((

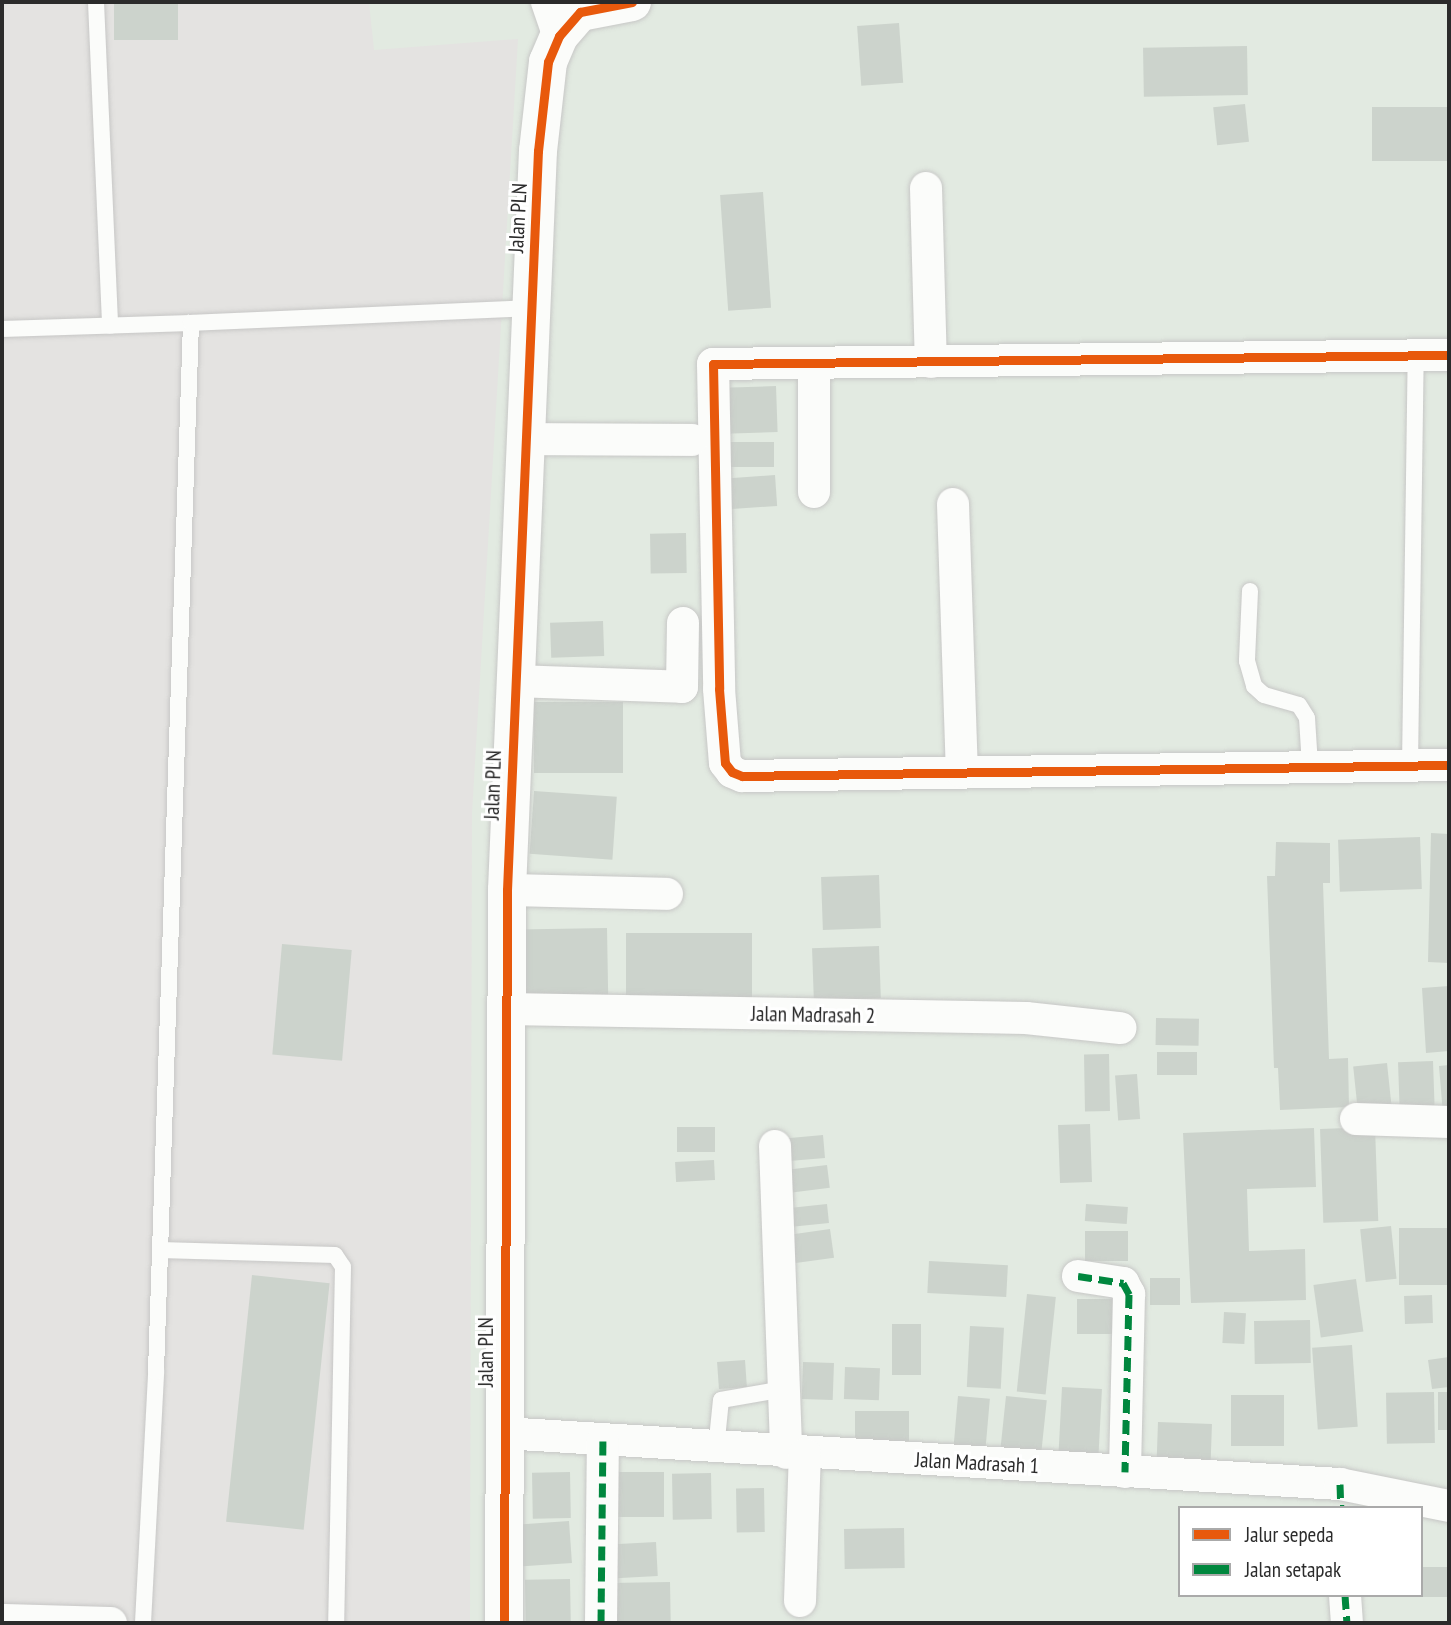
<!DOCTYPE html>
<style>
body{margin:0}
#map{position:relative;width:1451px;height:1625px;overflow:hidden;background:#e2eae1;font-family:"PT Sans Narrow",sans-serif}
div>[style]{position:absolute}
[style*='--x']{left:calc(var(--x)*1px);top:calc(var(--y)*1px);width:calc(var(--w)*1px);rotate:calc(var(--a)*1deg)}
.industrial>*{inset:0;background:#e4e3e1}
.building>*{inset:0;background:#ccd3cc;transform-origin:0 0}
.roads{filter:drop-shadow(0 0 2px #c7c7c6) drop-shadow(0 0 2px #c7c7c6)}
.lane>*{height:16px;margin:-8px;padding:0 8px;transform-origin:8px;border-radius:8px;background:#fbfcfa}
.street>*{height:32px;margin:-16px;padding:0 16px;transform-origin:16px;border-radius:16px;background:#fbfcfa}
.secondary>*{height:38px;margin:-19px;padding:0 19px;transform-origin:19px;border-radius:19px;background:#fbfcfa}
.quiet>*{height:7px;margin-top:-3.5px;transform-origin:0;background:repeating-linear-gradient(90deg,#00873e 0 14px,transparent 0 21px)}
.cycleway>*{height:9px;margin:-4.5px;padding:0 4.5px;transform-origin:4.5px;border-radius:4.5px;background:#e8590c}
span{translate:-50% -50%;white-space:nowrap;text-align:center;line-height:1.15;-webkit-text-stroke:6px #fff;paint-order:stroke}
.street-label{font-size:21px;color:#2b2b2b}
.frame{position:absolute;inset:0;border:4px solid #2b2b2b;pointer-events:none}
.legend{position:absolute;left:1178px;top:1506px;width:245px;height:91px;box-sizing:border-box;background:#fff;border:2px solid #aaa;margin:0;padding:9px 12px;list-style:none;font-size:21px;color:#2b2b2b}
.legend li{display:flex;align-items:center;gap:14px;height:35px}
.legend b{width:35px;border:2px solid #aaa}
</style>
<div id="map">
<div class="industrial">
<div style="clip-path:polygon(2px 2px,369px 2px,374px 50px,518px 39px,472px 813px,470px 1623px,2px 1623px)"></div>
</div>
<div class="building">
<div style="left:114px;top:2px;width:64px;height:38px"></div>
<div style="left:899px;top:23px;width:60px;height:42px;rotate:86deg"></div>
<div style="left:1247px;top:46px;width:49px;height:104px;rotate:89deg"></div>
<div style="left:1245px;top:104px;width:38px;height:32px;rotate:84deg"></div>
<div style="left:1449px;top:107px;width:54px;height:77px;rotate:90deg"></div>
<div style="left:763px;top:192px;width:116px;height:43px;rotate:86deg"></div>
<div style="left:776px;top:386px;width:46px;height:53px;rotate:88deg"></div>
<div style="left:774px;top:442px;width:25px;height:53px;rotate:90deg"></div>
<div style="left:775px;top:475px;width:31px;height:56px;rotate:86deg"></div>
<div style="left:686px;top:533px;width:40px;height:36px;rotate:89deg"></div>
<div style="left:603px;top:621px;width:35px;height:53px;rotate:88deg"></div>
<div style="left:534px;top:702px;width:89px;height:71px"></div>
<div style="left:534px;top:791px;width:83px;height:63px;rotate:4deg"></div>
<div style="clip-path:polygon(1431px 833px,1449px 834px,1449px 963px,1428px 962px)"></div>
<div style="left:1420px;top:837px;width:52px;height:82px;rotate:88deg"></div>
<div style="clip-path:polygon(1276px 842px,1330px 843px,1330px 883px,1323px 883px,1329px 1059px,1348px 1058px,1349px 1107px,1280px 1110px,1278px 1068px,1274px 1068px,1267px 876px,1275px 876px)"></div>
<div style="left:879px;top:875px;width:53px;height:58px;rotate:88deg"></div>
<div style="left:607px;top:928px;width:70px;height:88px;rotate:89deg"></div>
<div style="left:626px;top:933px;width:126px;height:73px"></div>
<div style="left:282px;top:944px;width:70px;height:111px;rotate:5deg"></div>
<div style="left:879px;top:946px;width:52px;height:67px;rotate:88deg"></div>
<div style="clip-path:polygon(1449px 986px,1449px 1051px,1426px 1053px,1422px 988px)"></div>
<div style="left:1156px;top:1018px;width:43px;height:27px;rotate:1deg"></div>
<div style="left:1157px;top:1052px;width:40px;height:23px"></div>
<div style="left:1109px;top:1054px;width:57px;height:25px;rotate:89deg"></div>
<div style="left:1433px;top:1061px;width:49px;height:35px;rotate:88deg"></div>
<div style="left:1387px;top:1063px;width:45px;height:34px;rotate:84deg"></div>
<div style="clip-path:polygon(1449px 1065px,1449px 1113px,1443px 1114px,1439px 1066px)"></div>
<div style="left:1137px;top:1074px;width:45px;height:22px;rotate:86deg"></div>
<div style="left:1090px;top:1124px;width:58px;height:32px;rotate:88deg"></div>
<div style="left:677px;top:1127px;width:38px;height:25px"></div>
<div style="left:1375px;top:1127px;width:94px;height:55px;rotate:88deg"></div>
<div style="clip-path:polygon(1314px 1128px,1316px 1187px,1247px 1189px,1249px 1251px,1305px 1249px,1306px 1300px,1191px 1303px,1183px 1133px)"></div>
<div style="left:823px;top:1135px;width:23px;height:36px;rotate:85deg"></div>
<div style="left:714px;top:1160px;width:20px;height:39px;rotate:87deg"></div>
<div style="left:827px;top:1165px;width:23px;height:40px;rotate:83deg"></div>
<div style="left:827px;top:1204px;width:19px;height:47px;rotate:84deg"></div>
<div style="left:1086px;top:1204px;width:42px;height:17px;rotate:4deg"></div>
<div style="left:1391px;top:1226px;width:53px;height:31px;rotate:84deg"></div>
<div style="left:1449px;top:1228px;width:57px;height:50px;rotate:90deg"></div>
<div style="left:830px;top:1229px;width:29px;height:46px;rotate:82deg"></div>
<div style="left:1085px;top:1231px;width:43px;height:30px"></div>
<div style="left:929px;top:1261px;width:79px;height:32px;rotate:3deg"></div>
<div style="left:252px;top:1275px;width:78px;height:248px;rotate:6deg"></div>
<div style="left:1150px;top:1278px;width:30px;height:27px"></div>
<div style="left:1356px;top:1279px;width:53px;height:43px;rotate:82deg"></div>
<div style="left:1027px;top:1294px;width:29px;height:98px;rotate:6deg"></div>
<div style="left:1432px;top:1295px;width:28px;height:28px;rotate:88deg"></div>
<div style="left:1077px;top:1299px;width:48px;height:35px"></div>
<div style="left:1224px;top:1312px;width:22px;height:31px;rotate:3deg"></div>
<div style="left:1310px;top:1320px;width:43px;height:56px;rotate:89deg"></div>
<div style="left:892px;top:1324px;width:29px;height:51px"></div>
<div style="left:970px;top:1326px;width:34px;height:61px;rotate:3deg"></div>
<div style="left:1352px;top:1345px;width:82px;height:40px;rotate:86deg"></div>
<div style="clip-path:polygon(1449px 1357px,1449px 1387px,1432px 1389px,1428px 1360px)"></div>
<div style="left:745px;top:1360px;width:27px;height:28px;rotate:86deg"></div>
<div style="left:803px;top:1362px;width:31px;height:37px;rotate:2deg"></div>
<div style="left:845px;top:1367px;width:35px;height:32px;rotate:2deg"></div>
<div style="left:1062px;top:1387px;width:40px;height:76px;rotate:3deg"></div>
<div style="left:1434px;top:1392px;width:51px;height:48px;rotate:89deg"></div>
<div style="left:1438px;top:1392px;width:11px;height:38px"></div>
<div style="left:1284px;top:1395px;width:51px;height:53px;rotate:90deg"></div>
<div style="left:958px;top:1396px;width:32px;height:50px;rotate:5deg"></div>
<div style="left:1006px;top:1396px;width:41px;height:62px;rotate:6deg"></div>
<div style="left:909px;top:1411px;width:30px;height:54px;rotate:90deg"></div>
<div style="left:1158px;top:1422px;width:54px;height:41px;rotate:2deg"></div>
<div style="left:570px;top:1472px;width:46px;height:38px;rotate:89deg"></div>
<div style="left:664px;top:1472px;width:45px;height:57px;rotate:90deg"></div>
<div style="left:711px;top:1473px;width:46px;height:39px;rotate:89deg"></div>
<div style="left:764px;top:1488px;width:44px;height:28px;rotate:89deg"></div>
<div style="left:569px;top:1521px;width:42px;height:57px;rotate:86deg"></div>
<div style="left:904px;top:1528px;width:40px;height:60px;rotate:89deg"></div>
<div style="left:656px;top:1542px;width:34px;height:42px;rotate:87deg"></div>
<div style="left:1421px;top:1567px;width:28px;height:30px"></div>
<div style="left:570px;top:1579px;width:44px;height:45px;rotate:89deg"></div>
<div style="left:670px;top:1582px;width:41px;height:60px;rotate:89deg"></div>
</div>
<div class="roads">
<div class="lane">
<div style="--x:96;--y:2;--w:324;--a:87.5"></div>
<div style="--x:2;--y:329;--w:189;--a:-1.8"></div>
<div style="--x:1250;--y:591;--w:70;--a:92.5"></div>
<div style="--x:1247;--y:661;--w:26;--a:74"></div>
<div style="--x:1254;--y:686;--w:13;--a:42"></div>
<div style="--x:1264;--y:695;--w:36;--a:16"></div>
<div style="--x:1299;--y:705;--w:15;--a:58"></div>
<div style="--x:1307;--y:718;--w:48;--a:86.4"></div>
<div style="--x:1410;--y:765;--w:409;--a:-89.2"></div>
<div style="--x:160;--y:1250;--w:175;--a:1.6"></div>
<div style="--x:335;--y:1255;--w:14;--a:56"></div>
<div style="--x:343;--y:1267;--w:356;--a:91.1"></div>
<div style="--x:716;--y:1449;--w:49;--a:-84.2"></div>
<div style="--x:721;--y:1400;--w:64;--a:-9.9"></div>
<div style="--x:143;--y:1623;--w:251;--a:-87"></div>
<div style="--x:156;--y:1372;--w:1050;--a:-88.09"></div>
<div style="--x:191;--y:323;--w:340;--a:-2.5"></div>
</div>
<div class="street">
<div style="--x:547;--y:2;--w:36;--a:71"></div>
<div style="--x:926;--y:188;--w:174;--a:88.4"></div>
<div style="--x:1449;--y:355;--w:736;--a:179.3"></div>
<div style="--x:713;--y:364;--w:325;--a:88.9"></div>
<div style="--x:719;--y:689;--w:74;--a:85.4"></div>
<div style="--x:725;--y:763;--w:11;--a:52"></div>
<div style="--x:732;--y:772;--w:11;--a:22"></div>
<div style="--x:742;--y:776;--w:707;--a:-0.89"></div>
<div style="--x:814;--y:363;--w:129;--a:90"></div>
<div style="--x:526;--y:439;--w:166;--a:0.3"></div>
<div style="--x:953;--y:504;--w:268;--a:88.1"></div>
<div style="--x:514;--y:681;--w:168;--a:2"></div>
<div style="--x:682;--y:687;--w:64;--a:-89.1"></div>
<div style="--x:507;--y:890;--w:160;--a:1.4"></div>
<div style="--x:506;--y:1009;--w:520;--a:0.99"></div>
<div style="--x:1026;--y:1018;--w:95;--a:6.1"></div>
<div style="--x:1356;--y:1119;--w:93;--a:1.8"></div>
<div style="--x:775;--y:1146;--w:307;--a:87.9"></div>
<div style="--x:1078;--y:1276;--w:46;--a:8.8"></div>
<div style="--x:1123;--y:1283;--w:13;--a:61"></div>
<div style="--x:1129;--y:1294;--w:178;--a:91.3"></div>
<div style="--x:503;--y:1433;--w:839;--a:3.49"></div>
<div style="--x:1340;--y:1484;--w:111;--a:11.4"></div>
<div style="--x:1345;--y:1595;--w:28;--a:86"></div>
<div style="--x:800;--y:1601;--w:147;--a:-88.1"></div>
<div style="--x:2;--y:1620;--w:109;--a:1.6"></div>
<div style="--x:601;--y:1623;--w:182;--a:-89.4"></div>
</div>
<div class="secondary">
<div style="--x:504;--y:1623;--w:733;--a:-89.77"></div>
<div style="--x:507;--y:890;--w:740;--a:-87.6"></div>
<div style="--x:538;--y:151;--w:90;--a:-83.6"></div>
<div style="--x:548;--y:62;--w:28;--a:-67"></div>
<div style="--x:559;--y:36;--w:32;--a:-49"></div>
<div style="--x:580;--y:12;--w:53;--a:-10.9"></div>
</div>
</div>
<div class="quiet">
<div style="--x:1078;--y:1276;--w:46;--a:8.8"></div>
<div style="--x:1123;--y:1283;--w:13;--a:61"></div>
<div style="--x:1129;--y:1294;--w:178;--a:91.3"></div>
<div style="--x:1340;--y:1484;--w:24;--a:88"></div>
<div style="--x:1345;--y:1595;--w:28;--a:86"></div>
<div style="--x:601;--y:1623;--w:182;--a:-89.4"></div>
</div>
<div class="cycleway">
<div style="--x:1449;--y:355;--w:736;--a:179.3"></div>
<div style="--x:713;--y:364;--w:325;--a:88.9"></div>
<div style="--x:719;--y:689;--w:74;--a:85.4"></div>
<div style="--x:725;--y:763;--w:11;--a:52"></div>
<div style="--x:732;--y:772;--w:11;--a:22"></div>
<div style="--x:742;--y:776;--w:707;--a:-0.89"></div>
<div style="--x:504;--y:1623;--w:733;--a:-89.77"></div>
<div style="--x:507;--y:890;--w:740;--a:-87.6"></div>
<div style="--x:538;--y:151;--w:90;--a:-83.6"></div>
<div style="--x:548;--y:62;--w:28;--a:-67"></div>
<div style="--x:559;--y:36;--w:32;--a:-49"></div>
<div style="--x:580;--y:12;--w:53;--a:-10.9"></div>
</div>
<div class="street-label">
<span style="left:518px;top:218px;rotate:-87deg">Jalan PLN</span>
<span style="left:493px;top:785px;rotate:-88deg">Jalan PLN</span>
<span style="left:813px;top:1015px;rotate:1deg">Jalan Madrasah 2</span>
<span style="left:486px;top:1352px;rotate:-90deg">Jalan PLN</span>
<span style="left:977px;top:1463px;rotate:3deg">Jalan Madrasah 1</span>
</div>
<div class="frame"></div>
<ul class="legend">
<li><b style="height:9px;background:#e8590c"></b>Jalur sepeda</li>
<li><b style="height:9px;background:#00873e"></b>Jalan setapak</li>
</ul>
</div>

))

[Task objective]:
Transcribe, word for word, only the material from its opening line through the line containing "2px #c7c7c6) drop-shadow(0", both ends included, and omit the pictures.

[Answer space]:
<!DOCTYPE html>
<style>
body{margin:0}
#map{position:relative;width:1451px;height:1625px;overflow:hidden;background:#e2eae1;font-family:"PT Sans Narrow",sans-serif}
div>[style]{position:absolute}
[style*='--x']{left:calc(var(--x)*1px);top:calc(var(--y)*1px);width:calc(var(--w)*1px);rotate:calc(var(--a)*1deg)}
.industrial>*{inset:0;background:#e4e3e1}
.building>*{inset:0;background:#ccd3cc;transform-origin:0 0}
.roads{filter:drop-shadow(0 0 2px #c7c7c6) drop-shadow(0 0 2px #c7c7c6)}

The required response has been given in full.